Mitte September beginnt das Straßenbauamt Neustrelitz mit der Grunderneuerung der Brücke über den Oberbach in Neubrandenburg. Die Arbeiten in der Rostocker Straße werden sich über rund zwei Jahre erstrecken und in mehreren Bauabschnitten umgesetzt, wie Stadtsprecher Marcel Grömke ankündigte.

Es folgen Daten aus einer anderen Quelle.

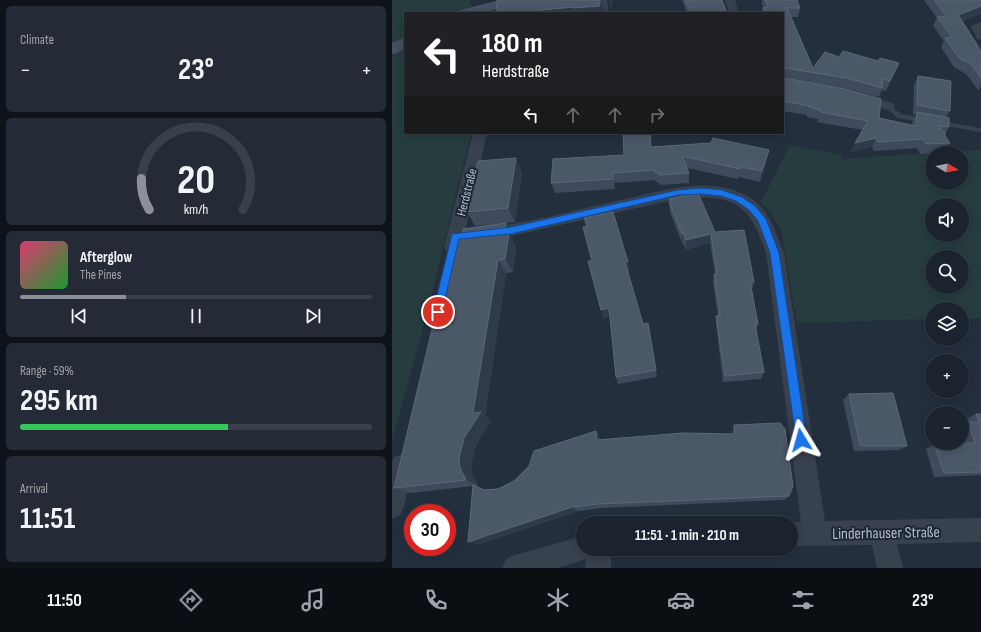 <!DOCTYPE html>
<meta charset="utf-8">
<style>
:root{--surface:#1b232e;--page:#242b36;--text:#f1f3f6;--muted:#a0a4aa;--line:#39404a;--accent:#8c9099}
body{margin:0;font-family:"Sofia Sans Condensed",sans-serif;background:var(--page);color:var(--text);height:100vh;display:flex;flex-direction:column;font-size:15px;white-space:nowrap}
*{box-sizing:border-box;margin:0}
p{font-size:13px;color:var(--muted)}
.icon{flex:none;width:22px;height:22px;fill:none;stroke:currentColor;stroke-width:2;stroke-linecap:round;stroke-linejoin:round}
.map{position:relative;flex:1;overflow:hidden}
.drawer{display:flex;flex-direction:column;gap:6px;padding:6px;background:#0f1319;width:392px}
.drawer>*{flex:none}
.hud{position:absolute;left:12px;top:12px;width:380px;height:122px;border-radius:0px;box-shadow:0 2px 10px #0003,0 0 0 1px var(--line);background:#202124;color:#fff;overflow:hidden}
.needle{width:26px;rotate:100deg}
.tools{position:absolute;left:533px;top:146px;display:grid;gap:8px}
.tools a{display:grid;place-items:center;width:44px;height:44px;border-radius:50%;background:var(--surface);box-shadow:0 2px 10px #0003,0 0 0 1px var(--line);font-size:20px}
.speed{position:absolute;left:12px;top:504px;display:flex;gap:8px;font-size:20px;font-weight:700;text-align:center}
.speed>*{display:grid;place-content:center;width:52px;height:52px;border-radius:50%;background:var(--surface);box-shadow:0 2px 10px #0003,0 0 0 1px var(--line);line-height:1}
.speed .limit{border:6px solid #d22;background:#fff;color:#111}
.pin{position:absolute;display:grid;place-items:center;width:34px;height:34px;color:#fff;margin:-17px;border:2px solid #fff;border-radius:50%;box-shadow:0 1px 4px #0007}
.me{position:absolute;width:44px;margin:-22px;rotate:352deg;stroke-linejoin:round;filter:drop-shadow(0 0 3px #0008)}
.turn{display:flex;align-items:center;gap:14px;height:84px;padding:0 12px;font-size:18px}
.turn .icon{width:52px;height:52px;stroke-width:2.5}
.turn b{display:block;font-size:28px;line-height:34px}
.lanes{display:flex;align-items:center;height:38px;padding:0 12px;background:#0003;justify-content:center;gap:20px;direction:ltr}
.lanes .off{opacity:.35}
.big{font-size:30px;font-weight:700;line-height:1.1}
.drawer .widget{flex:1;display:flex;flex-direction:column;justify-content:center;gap:6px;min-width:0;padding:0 14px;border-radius:6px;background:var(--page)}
.drawer .dial{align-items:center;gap:0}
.dial svg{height:104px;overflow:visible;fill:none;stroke:var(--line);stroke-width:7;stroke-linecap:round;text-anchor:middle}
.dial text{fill:var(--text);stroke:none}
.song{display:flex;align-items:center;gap:12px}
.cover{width:48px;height:48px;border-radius:6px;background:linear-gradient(135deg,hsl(340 70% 55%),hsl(130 70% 35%))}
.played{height:4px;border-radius:2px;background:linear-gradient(90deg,var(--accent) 30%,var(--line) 30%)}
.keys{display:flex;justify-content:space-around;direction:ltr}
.heat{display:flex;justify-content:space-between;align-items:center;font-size:22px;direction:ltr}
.charge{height:6px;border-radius:3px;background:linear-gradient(90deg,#34c759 59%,var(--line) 0)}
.trip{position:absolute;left:184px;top:516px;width:222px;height:40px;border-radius:20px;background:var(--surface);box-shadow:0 2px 10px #0003,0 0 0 1px var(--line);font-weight:700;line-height:40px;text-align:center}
.tab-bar{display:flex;height:64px;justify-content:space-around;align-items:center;background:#0b0e12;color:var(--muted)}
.tab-bar .icon{width:28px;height:28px}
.tab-bar .selected{color:var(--accent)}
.tab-bar b{font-size:18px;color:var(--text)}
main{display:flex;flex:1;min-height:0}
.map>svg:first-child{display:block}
.green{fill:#263c3f;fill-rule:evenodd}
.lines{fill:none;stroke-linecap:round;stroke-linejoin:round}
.lane{fill:#38414e;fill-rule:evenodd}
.street{fill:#38414e;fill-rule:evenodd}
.secondary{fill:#465061;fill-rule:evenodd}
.wall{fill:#3f4b5c}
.shaded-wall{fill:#2f3b4b}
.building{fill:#4b5868;stroke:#5c6777}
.route{fill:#1a73e8;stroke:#114b97}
.labels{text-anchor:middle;stroke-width:4;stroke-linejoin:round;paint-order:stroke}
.street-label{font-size:13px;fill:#b4bcc9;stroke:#1d2633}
.near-street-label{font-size:16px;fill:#b4bcc9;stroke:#1d2633}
</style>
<main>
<section class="drawer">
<div class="widget"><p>Climate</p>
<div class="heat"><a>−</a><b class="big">23°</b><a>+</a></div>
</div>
<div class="widget dial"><svg viewBox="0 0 100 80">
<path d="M14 69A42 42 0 1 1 86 69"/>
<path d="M14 69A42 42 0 0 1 8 45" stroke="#8c9099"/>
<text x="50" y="56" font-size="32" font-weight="700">20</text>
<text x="50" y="72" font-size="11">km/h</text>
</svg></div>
<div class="widget">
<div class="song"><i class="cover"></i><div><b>Afterglow</b><p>The Pines</p></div></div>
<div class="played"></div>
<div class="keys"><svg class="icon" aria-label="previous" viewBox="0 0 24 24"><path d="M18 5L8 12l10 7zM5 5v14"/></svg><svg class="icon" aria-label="pause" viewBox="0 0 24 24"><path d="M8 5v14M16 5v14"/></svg><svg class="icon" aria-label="next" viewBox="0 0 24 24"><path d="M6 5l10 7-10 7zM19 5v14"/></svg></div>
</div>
<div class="widget"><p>Range · 59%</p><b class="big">295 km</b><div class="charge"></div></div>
<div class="widget"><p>Arrival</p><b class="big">11:51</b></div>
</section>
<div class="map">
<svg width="589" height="568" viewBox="0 0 589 568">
<rect width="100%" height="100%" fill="#242f3e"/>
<path class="green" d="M0 0H78L81 13H13V133H79L35 313 0 441Z
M398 145 450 155 449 159 540 153V183H570V153H544L589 150V318L570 319V309H540V319L405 323 389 229 380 214 369 202ZM540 205H570V235H540ZM540 257H570V287H540Z"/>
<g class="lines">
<path class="lane" d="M209 0H215L217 13H211Z
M496 104 509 114 589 128V132L505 118 493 106Z"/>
<path class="street" d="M333 0H343L347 13H337Z
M589 22V40L585 39 579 27 581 25Z
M466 93 501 103 503 106 501 109 496 110 461 100 459 97 461 94Z
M81 133H95L74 228C89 227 104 226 119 224 156 218 193 208 229 200 270 191 322 173 360 199 378 211 384 234 392 253L433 521 589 518V542L505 544 511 568H485L480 545 399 546V523H396L409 522 374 253C357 201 340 194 286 199L119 236 71 242 67 252 61 254 55 252 52 247Z
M10 454 18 457 21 465 12 507 8 515 0 519V462L2 457Z
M191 536V549H219V568H193L194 559 166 568H110L114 559 123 555Z"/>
<path class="secondary" d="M108 0H131L129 3 89 13H66L68 10Z
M13 37V48L5 53 0 54V43Z"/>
</g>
<path class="wall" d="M290 0H330L335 13H295Z
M370 0H405L408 8 406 17H399L421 68 447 57 507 63 494 91 490 90 487 97 452 88 392 78 487 118 520 125V122L524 115 521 114 522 85 526 76 558 111 554 117 557 127 553 134V136L558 143 552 152 528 154 525 148 482 151 480 147 459 152 471 130 425 122 426 119 415 117V115L391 111V13H364L365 12H370L371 8 370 4Z
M532 0H589L570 21 589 51V88L586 90 574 74 562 67 549 47 552 41 541 26 545 18Z
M116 133H134L117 134Z
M259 147 375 160 368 182 347 177 346 179 295 168 297 173V183L268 185 266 182H263V180L222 183 223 189 163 193 159 183 232 155Z
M130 173 123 222 83 226 75 212Z
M277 199 323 232 362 282 360 290 366 324 364 331 372 372 369 379 331 382 324 323V316L326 315 321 283 322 274H323L318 243 294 250 291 243H290L278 212Z
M114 223 121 237 120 240 124 247 121 272 114 273 93 416 99 421 84 445 79 465 80 474 86 485 83 486 92 490 106 489 122 481 204 431 208 438V440L340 434 342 425 397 496 392 500 209 508 186 511 88 544 76 542 81 486 18 493 2 488Z
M200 261 236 262 237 271H235L251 324 256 323 265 377 226 384 224 377 218 316 211 318 209 310Z
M457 394 515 446 507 450 462 451 451 400Z
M584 414H589V475L542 477 534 449 542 444 572 443 570 438V425L575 422 574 419Z"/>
<path class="shaded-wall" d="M217 0H220V7L218 8Z
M208 6 210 13H150V10L182 7Z
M589 6V14L560 25 564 16Z
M589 84V88L586 90Z
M484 138 480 147 459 152 463 143Z
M377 150 375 160 368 182 370 171Z
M124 158 130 173 123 222 116 208Z
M349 167 347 177 346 179 348 169Z
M114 223 121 237 120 240 124 247 121 272 113 259 112 233Z
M291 233V243H290V234Z
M319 234 318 243 294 250V240Z
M106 260 114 273 93 416 99 421 84 445 79 465 80 474 86 485 74 480 68 468 67 458 72 438 81 413Z
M233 262H236L237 271H234Z
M217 308 219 316 211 318 209 310Z
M204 431 208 438 209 446 205 440Z
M180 507 186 511 88 544 76 542Z"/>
<path class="building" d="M105 0H208V6L182 8V7L150 10V13H104Z
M293 0H330L335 13H299Z
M373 0H405L408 8H395L421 68 433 52 447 57 451 51 486 61 488 58 507 63 498 81 491 79 490 88 455 78 393 68 391 69 392 78 453 89 489 99 487 118 524 126 525 112 557 118V127L547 126 551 132H553V136L558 143 534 144 531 139 486 142 484 138 463 143 476 121 428 112V110L417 107 418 106 391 101 392 97H391V13H365V12L372 11 371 8 376 7Z
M542 0H589V6L564 16H567L589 51V78L579 64 567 58 553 38 560 37 545 17 555 16Z
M526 76 559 81 558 111 525 105Z
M231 133H258L259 147 319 143 321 138 377 150 370 171 349 167 348 169 290 156 297 173 267 175 265 172H263L262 170 221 173V179L159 183 161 159 232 155Z
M124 158 116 208 75 212 86 161Z
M306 193 323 232 352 230 362 282H358L366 324H363L372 372 333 376 324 316 328 315 322 274H325L319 234 294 240 291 233 290 234 277 202H279L277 199Z
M221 212 236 262H233L251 324 256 323 264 370 224 377 217 308 209 310 196 261H200L191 227 195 226 192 218Z
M114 223 112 233H117L113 259 106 260 81 413 89 412 72 438 67 458 68 468 74 480 2 488 62 237 70 236 71 229Z
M501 393 515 446H468L457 394Z
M584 414H589V472L552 473 542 444 583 443 576 422H587Z
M388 423 393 429 401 486 397 496 205 504 180 507 76 542 81 485 92 490 106 489 122 481 137 466 142 451 204 431 205 440 291 433 343 434 342 425Z"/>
<path class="route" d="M309 188 330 190 350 197 363 206 374 219 387 253 415 440 413 444 409 446 405 444 404 440 378 253 366 221 357 210 344 201 329 196 309 194 286 195 119 234 67 239 50 312 49 314 46 316 42 314 41 312 60 234 119 227 286 190Z"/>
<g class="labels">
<g class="street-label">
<text transform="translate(74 192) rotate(-76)" y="5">Herdstraße</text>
</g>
<g class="near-street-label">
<text transform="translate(494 532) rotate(-1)" y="6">Linderhauser Straße</text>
</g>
</g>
</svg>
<div class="tools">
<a><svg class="needle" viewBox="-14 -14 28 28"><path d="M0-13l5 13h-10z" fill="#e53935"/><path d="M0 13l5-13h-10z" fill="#a0a4aa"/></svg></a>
<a><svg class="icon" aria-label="sound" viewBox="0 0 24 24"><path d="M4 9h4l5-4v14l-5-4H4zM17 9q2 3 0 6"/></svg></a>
<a><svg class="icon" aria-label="search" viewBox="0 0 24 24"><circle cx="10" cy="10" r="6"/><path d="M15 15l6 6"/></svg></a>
<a><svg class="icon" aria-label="layers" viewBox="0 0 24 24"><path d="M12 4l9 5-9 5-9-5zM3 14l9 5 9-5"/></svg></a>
<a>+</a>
<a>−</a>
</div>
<div class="speed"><div class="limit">30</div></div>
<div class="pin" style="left:46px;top:312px;background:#d93025"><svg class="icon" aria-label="arrive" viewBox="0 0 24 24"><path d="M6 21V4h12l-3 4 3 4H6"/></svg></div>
<svg class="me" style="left:409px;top:440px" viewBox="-20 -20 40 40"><path d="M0-17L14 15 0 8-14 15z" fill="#1a73e8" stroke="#fff" stroke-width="4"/></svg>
<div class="trip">11:51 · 1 min · 210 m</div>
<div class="hud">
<div class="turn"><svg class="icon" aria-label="left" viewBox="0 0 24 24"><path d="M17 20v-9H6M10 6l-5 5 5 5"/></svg><div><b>180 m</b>Herdstraße</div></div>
<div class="lanes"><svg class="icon" aria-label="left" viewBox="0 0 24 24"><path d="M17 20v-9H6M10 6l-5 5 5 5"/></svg><svg class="icon off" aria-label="ahead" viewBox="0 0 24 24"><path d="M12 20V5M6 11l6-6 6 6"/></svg><svg class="icon off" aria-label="ahead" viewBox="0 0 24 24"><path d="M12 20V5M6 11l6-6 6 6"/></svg><svg class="icon off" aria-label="right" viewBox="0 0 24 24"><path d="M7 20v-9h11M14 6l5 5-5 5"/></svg></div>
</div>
</div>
</main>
<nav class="tab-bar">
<b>11:50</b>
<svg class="icon selected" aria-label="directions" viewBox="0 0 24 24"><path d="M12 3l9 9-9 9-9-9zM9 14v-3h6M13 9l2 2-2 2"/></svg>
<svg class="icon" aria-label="music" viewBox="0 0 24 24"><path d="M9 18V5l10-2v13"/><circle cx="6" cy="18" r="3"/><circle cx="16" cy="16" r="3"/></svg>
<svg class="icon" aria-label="phone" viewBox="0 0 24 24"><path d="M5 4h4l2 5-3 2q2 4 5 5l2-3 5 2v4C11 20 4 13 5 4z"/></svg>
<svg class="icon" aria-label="climate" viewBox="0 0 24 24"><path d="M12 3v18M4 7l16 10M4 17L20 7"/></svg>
<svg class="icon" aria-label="car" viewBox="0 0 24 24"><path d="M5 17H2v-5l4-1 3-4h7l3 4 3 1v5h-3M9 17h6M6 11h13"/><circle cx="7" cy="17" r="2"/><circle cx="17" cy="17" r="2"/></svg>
<svg class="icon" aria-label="filters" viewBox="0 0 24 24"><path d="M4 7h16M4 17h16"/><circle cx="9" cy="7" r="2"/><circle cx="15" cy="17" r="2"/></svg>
<b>23°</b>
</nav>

Drei Fahrstreifen während der Bauzeit
Bis Ende des Jahres soll im ersten Bauabschnitt eine Behelfsbrücke für Fußgänger und Radfahrer entstehen, parallel wird die Verkehrsführung angepasst. Während der Bauarbeiten stehen auf der Rostocker Straße dauerhaft drei Fahrstreifen zur Verfügung – zwei stadteinwärts und ein Fahrstreifen stadtauswärts.
Die zu DDR-Zeiten im Jahr 1972 errichtete Brücke wird in mehreren Phasen und Abschnitten neu gebaut. Die Arbeiten ziehen sich nach Angaben des Straßenbauamtes bis zum Frühsommer 2028 hin.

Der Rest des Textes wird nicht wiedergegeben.